Жена подошла к стеклу и протянув свёрток, показала мужу и крикнула в приоткрытую форточку:
— Девочка!
Григорий выругался, сплюнул, и не сказав больше ни слова, уехал обратно. В деревне его ждали мужики, чтобы отметить рождение третьего ребёнка.
Антонина, прижав к груди новорожденную дочь, всхлипнула и залилась слезами.
К ней сзади подошла соседка по палате и погладив по плечу, попробовала успокоить:
— Ну, что ты... Перестань... Приедешь, он счастлив будет, как только такое чудо увидит.
— Нет, Наташа, не будет... - сквозь слёзы прошептала Тоня. — Он мальчика хотел.
— Ну и что? Девчонки одни - ювелир, значит! В цветнике жить будет! - улыбнувшись, продолжила Наталья.
— Он наследника хочет. Меня ругает, что я бракованная, пацана не могу ему родить.
— Знаешь, что, Тоня? Пусть скажет спасибо, что ты вообще на третьего согласилась! Я вот второго родила, и больше не хочу. И мой меня даже под дулом пистолета не заставит за третьим пойти.
— Ты не понимаешь, для него это очень важно - у всех в их семье одни пацаны, и только он себя "бракоделом" зовёт. Третья девочка - даже не знаю, как теперь быть. Может, оставить здесь?
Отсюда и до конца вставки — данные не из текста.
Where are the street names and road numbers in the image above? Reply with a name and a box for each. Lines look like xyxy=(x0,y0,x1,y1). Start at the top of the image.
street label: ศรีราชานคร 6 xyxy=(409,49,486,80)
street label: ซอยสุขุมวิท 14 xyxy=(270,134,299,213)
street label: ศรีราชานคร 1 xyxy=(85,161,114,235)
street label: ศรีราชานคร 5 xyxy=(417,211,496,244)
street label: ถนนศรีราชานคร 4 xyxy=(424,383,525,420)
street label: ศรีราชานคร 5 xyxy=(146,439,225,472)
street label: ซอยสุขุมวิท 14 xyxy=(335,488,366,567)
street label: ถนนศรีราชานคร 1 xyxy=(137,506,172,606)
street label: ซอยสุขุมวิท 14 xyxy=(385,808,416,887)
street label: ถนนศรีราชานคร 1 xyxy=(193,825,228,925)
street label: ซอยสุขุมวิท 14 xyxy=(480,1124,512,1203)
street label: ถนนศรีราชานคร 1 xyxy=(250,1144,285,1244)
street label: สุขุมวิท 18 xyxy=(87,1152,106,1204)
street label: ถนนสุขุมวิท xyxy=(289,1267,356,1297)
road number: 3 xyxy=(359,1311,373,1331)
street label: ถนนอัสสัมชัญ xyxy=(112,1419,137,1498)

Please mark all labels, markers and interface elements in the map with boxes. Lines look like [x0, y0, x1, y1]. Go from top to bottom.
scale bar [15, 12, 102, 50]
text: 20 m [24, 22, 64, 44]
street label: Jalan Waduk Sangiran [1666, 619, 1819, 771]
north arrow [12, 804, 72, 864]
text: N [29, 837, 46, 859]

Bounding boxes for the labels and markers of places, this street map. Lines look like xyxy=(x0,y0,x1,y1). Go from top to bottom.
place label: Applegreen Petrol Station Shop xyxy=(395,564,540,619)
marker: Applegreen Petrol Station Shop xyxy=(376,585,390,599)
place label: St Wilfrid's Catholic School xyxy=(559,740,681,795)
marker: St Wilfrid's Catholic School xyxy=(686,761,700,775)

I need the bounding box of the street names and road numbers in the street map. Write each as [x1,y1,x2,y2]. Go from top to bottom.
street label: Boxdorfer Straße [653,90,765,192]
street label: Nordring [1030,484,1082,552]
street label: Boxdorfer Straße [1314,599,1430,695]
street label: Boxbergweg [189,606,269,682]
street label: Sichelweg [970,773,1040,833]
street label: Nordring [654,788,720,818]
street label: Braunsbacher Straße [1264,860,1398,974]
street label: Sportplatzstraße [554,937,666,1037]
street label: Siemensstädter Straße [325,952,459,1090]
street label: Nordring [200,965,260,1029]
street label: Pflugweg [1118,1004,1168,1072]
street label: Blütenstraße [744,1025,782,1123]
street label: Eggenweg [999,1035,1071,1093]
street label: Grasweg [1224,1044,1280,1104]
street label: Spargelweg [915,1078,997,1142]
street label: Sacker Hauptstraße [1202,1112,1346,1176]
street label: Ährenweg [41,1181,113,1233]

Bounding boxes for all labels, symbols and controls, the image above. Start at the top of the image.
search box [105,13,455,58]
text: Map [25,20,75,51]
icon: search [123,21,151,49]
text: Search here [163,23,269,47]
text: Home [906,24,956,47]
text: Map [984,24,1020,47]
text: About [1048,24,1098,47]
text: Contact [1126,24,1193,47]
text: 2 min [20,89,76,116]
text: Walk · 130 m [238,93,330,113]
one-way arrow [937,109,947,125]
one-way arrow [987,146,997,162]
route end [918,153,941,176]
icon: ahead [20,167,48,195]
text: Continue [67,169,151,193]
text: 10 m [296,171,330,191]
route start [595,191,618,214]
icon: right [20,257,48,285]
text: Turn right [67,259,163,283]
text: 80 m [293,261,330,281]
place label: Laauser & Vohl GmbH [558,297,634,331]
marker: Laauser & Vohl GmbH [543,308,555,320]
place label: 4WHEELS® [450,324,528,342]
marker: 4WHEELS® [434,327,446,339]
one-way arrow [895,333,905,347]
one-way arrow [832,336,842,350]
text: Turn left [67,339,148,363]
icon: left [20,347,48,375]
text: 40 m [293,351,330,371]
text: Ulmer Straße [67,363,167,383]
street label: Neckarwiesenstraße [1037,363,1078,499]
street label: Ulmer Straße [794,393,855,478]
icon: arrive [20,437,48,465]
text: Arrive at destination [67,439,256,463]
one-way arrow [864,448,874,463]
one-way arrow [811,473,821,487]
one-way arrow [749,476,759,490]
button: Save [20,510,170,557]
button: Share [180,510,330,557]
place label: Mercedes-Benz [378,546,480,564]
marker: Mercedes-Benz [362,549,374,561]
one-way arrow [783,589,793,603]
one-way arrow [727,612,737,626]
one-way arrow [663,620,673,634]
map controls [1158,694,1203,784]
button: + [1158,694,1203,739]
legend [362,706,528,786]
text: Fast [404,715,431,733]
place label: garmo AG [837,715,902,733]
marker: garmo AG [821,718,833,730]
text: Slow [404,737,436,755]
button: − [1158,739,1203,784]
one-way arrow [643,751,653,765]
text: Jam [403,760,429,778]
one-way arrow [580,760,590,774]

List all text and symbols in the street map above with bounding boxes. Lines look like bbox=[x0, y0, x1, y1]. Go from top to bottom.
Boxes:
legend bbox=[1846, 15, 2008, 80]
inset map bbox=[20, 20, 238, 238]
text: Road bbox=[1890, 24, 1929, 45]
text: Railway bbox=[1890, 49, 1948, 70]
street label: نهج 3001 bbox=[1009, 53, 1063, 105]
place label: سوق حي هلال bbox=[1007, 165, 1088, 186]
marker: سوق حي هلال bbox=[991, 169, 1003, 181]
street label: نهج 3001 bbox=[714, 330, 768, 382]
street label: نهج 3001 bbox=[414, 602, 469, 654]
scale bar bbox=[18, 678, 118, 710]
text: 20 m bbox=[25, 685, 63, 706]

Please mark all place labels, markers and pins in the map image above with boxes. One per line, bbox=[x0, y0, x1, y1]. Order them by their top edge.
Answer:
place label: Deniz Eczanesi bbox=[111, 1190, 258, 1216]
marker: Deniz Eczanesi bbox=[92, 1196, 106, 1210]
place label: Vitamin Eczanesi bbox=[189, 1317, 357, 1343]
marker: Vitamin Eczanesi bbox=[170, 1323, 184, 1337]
— С ума сошла?! - испугалась Наташа. -Даже не думай! Смотри, какая она у тебя хорошенькая! Щёчки какие, носик! У всех вон, опухшие и страшненькие, а твоя - как будто ей уже месяц от роду, розовенькая, как куколка! Не то, что мой Сашка... - она повернулась в сторону сопящего комочка с чёрным торчащим ёжиком волос из-под сложенной втрое пелёнки, в которую медсестра завернула головку малыша. Опухшее личико и красные щёки разительно отличали мальчика от дочери Тони, и она вдруг залюбовалась крошкой - и действительно, её малышка была, чудо, как хороша!
— А и правда! - улыбнулась Антонина, вытирая слёзы. — Пусть говорит, что хочет! Я свою красавицу никому не отдам! - она приложила руку к груди. — Ой... Молоко пришло... - на больничном халате расползлось мокрое пятнышко.
— Корми, давай! - Наташа легла и накрылась одеялом, разглядывая сынишку.
Через шесть дней на выписке Антонину встречал в стельку пьяный муж и сосед, Иван, который и привёз на своём Запорожце Григория.
— Привет, Антонина, - сказал сосед и протянул пять красных гвоздик молодой маме и второй букет - врачу.
Медсестра смотрела на мужчин и не знала, кому вручить ребёнка. Подавшись в сторону Ивана, она остановилась, когда тот замахал рукой:
— Не, не, не, это не моя! Его! - указательный палец упёрся в шатающегося Григория, который мутными, ничего не видящими глазами, обводил вокруг.
— Держите, папаша! - протянула дочь женщина в белом халате, но когда отец качнулся и чуть не слетел с лестницы, послушно отдала свёрток матери.
— Давайте, лучше, я понесу. Спасибо вам большое! - сказала Тоня, виновато отводя глаза.
— Приходите к нам ещё! - улыбнулась медсестра.
— Наверное, на этом мы остановимся. - скромно ответила Антонина и села в машину.
Иван положил рядом сумку с вещами, вернул откидное кресло на место, а затем помог Грише погрузиться на пассажирское сиденье.
В доме уже ждали гости и накрытый стол. Пока все рассаживались, в дверь ввалились смеющиеся односельчане и вкатили коляску под дружный одобряющий гул, а позади них шёл председатель колхоза, и держал над головой какую-то бумажку.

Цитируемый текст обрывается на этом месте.